When working with a classification problem, it is very typical to use softmax as the last activation unit in your neural network. Why is that? Because a softmax function takes a set of logits and spits out a probability distribution over the discrete classes, your network is being trained on. Figure 1 presents an example of this.

-> Figure 1: Predictions of a neural network on an input image. <-

In Figure 1, our imaginary neural network is highly confident that the given image is $1$. However, it also thinks that there is a slight chance it could be $7$ as well. It is thinking quite right, isn’t it? The given image does have subtle seven-ish characteristics. This information would not have been available if we were only dealing with hard one-hot encoded labels like [1, 0] (where 1 and 0 are probabilities of the image being a one and a seven respectively).

Humans are well equipped to exploit this sort of relativeness. More examples include - a cat-ish dog, a brownish red, a cat-ish tiger, and so on. These are still valid comparisons as Hinton et al. opines in [1] -

An image of a BMW, for example, may only have a minimal chance of being mistaken for a garbage truck, but that mistake is still many times more probable than mistaking it for a carrot.

This very knowledge helps us to generalize excruciatingly well out there in the wild.

This thought process helps us to dig deeper into what our models might be thinking about the input data. It should be somewhat consistent with the way we would think about the input data. Figure 1 again establishes this - to our eyes, that image looks like a one, but it has some traits of a seven.

So, what now? An immediate question that may strike the mind - what is the best way for us to use this knowledge in neural networks? Let us find out in the next section.

## Using the Softmax Information for Teaching - Knowledge Distillation

The softmax information is way more useful than plan hard one-hot encoded labels. So, at this stage, we may have access to -

• The training data
• A trained neural network that performs well on the test data

We are now interested in using the output probabilities produced by our trained network.

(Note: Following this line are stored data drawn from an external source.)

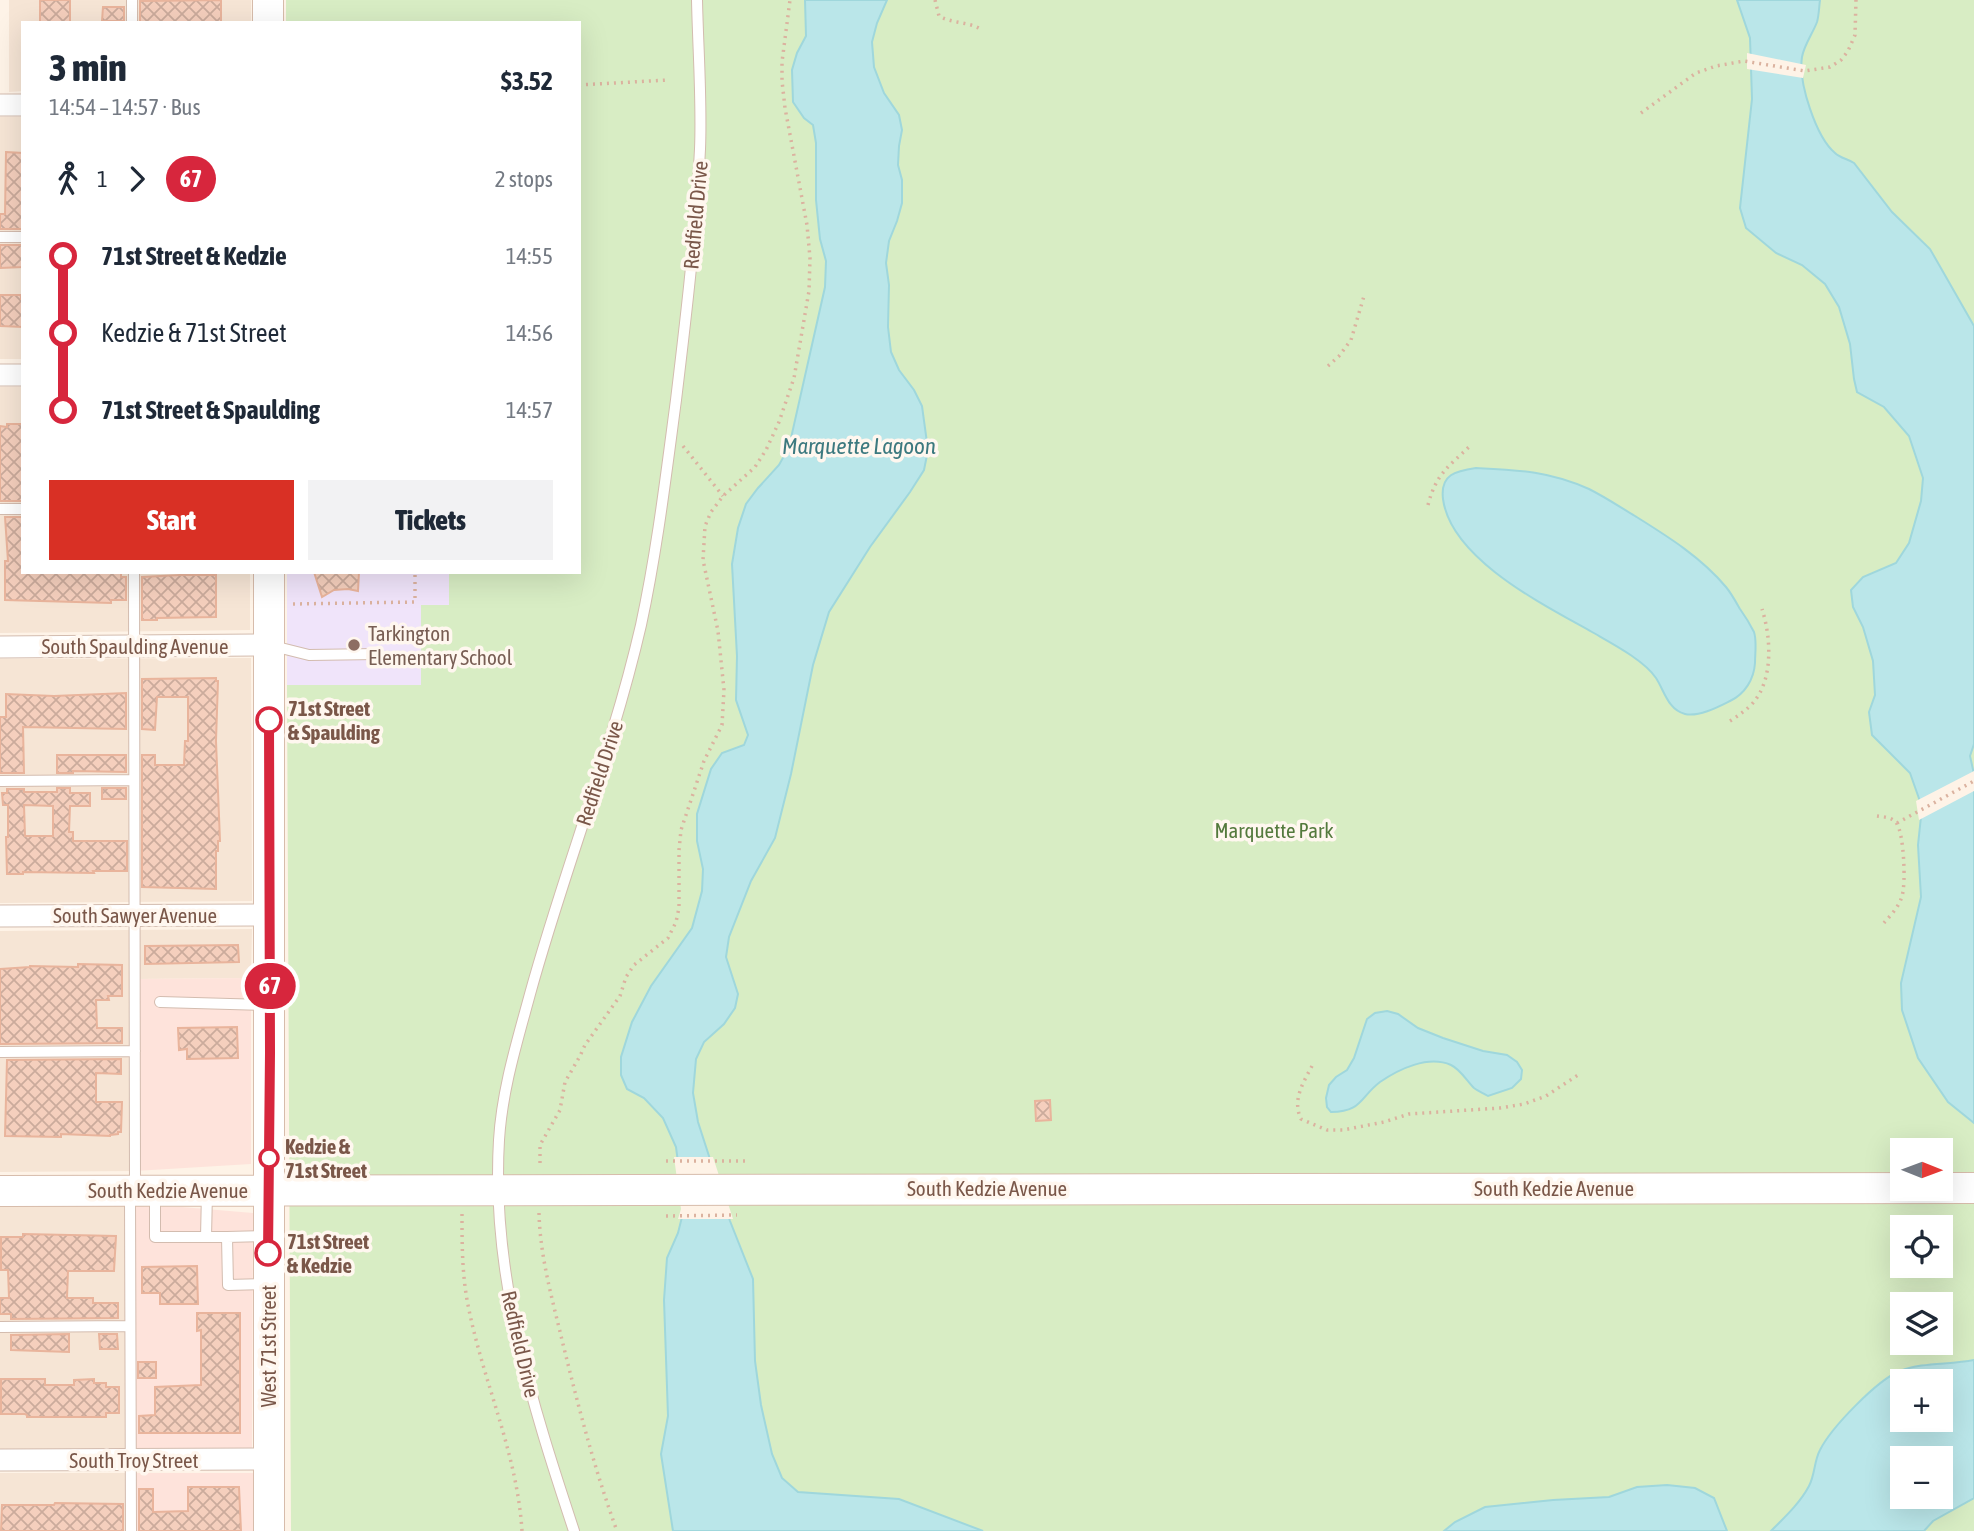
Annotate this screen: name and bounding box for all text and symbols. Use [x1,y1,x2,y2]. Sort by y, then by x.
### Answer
text: 3 min [49,46,127,89]
text: $3.52 [501,66,553,96]
text: 14:54 – 14:57 · Bus [49,94,201,120]
icon: walk [49,160,87,198]
icon: forward [118,160,156,198]
street label: Redfield Drive [678,160,712,270]
text: 67 [180,165,202,192]
text: 1 [97,166,108,192]
text: 2 stops [495,166,553,192]
text: 71st Street & Kedzie [101,241,287,271]
text: 14:55 [506,243,553,269]
text: Kedzie & 71st Street [101,318,287,348]
text: 14:56 [506,320,553,346]
text: 71st Street & Spaulding [101,395,320,425]
text: 14:57 [506,397,553,423]
water label: Marquette Lagoon [782,433,936,459]
button: Start [49,480,294,560]
button: Tickets [308,480,553,560]
place label: Tarkington Elementary School [368,621,513,669]
street label: South Spaulding Avenue [42,634,228,658]
marker: Tarkington Elementary School [346,637,362,653]
place label: 71st Street & Spaulding [288,696,381,744]
marker: 71st Street & Spaulding [256,707,282,733]
street label: Redfield Drive [571,717,627,829]
park label: Marquette Park [1214,818,1334,842]
street label: South Sawyer Avenue [53,903,217,927]
line badge: 67 [238,963,302,1009]
text: 67 [259,972,281,999]
place label: Kedzie & 71st Street [285,1134,367,1182]
north arrow [1890,1138,1953,1200]
map controls [1890,1138,1953,1509]
marker: Kedzie & 71st Street [259,1148,279,1168]
street label: South Kedzie Avenue [907,1176,1067,1200]
street label: South Kedzie Avenue [1474,1176,1634,1200]
street label: South Kedzie Avenue [88,1178,248,1202]
button: locate [1890,1215,1953,1278]
place label: 71st Street & Kedzie [287,1229,369,1277]
marker: 71st Street & Kedzie [255,1240,281,1266]
street label: West 71st Street [256,1285,280,1407]
street label: Redfield Drive [497,1288,545,1400]
button: layers [1890,1292,1953,1355]
button: + [1890,1369,1953,1432]
button: − [1890,1446,1953,1509]
street label: South Troy Street [69,1448,199,1472]

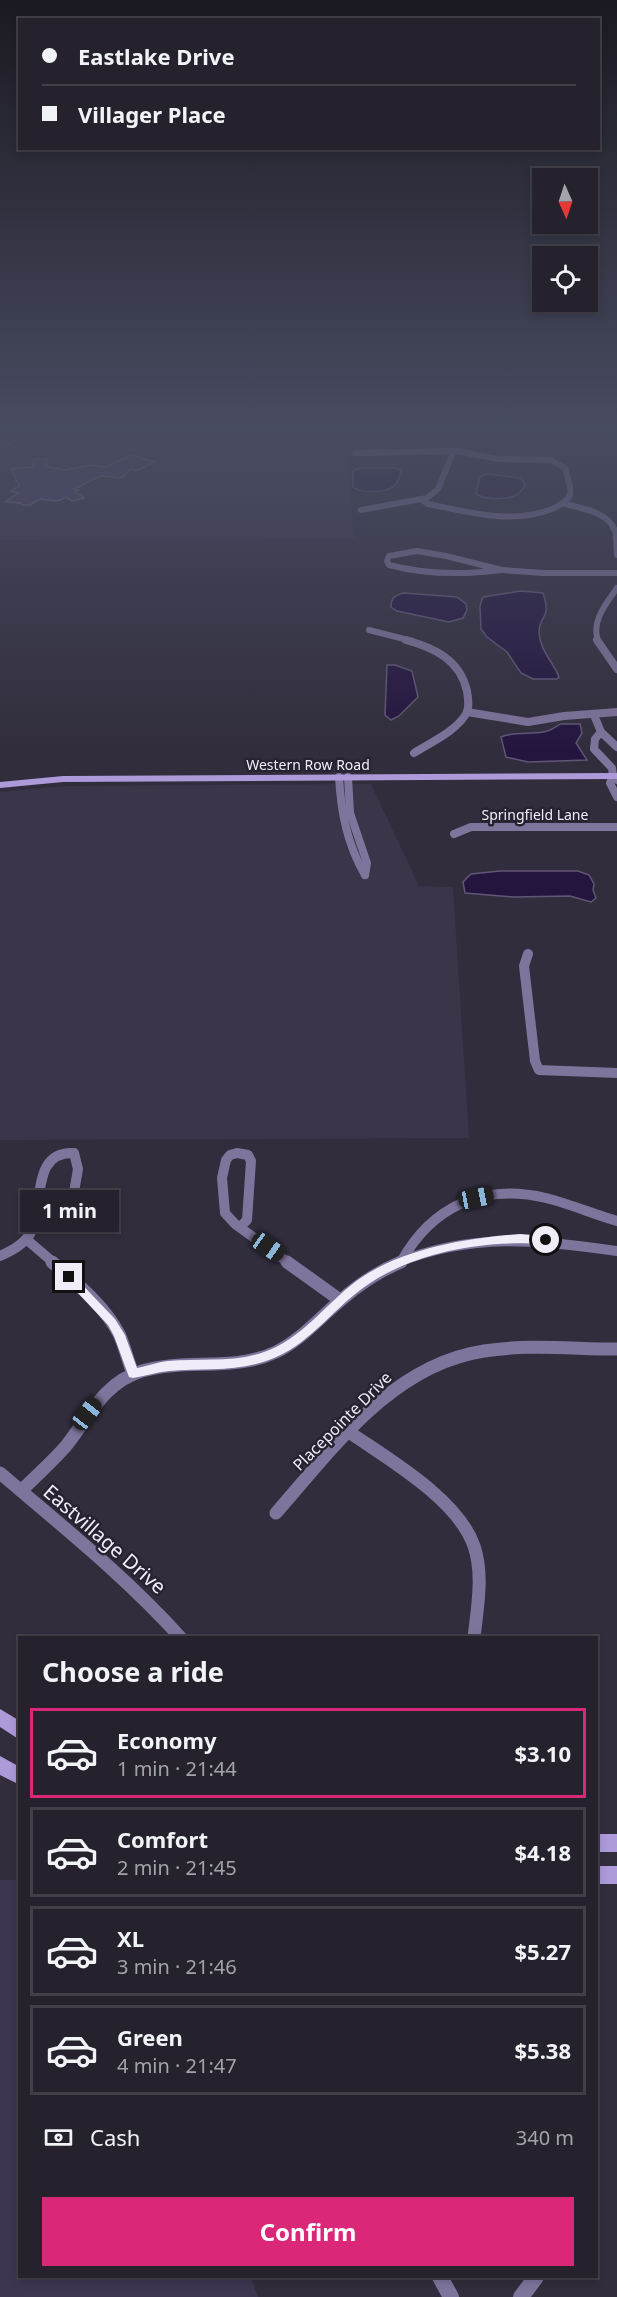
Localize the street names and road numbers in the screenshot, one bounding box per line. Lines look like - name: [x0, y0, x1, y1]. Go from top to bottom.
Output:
- street label: Western Row Road: [246, 755, 370, 774]
- street label: Springfield Lane: [482, 805, 589, 824]
- street label: Placepointe Drive: [288, 1367, 396, 1475]
- street label: Eastvillage Drive: [38, 1478, 172, 1600]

Consider teaching someone about the English digits with the MNIST dataset. It is highly likely that you would run into the question from a student - does not that one look like a seven? If that is the case, it’s definitely good news because your student, for sure, knows how a one and a seven look like. As a teacher, you have been able to transfer your knowledge of English digits to your student. It is possible to extend this idea to neural networks as well.

### High-Level Mechanics of Knowledge Distillation

So, here is the deal at a high-level -

• Train a neural network that performs well on your dataset. This network is going to act like a teacher model.
• Use the teacher model to train a student model on the same dataset. The catch here is that the student model should be significantly smaller than the teacher in terms of capacity.

This workflow briefly formulates the idea of knowledge distillation.

Why smaller? Isn’t this we want? To deploy a lightweight model to production that is performant enough?

### An Image Classification Case Study

Disclaimer: For the sake of brevity and simplicity, I am going to demonstrate the further sections on a computer vision-based example. Note: These ideas are independent of domains.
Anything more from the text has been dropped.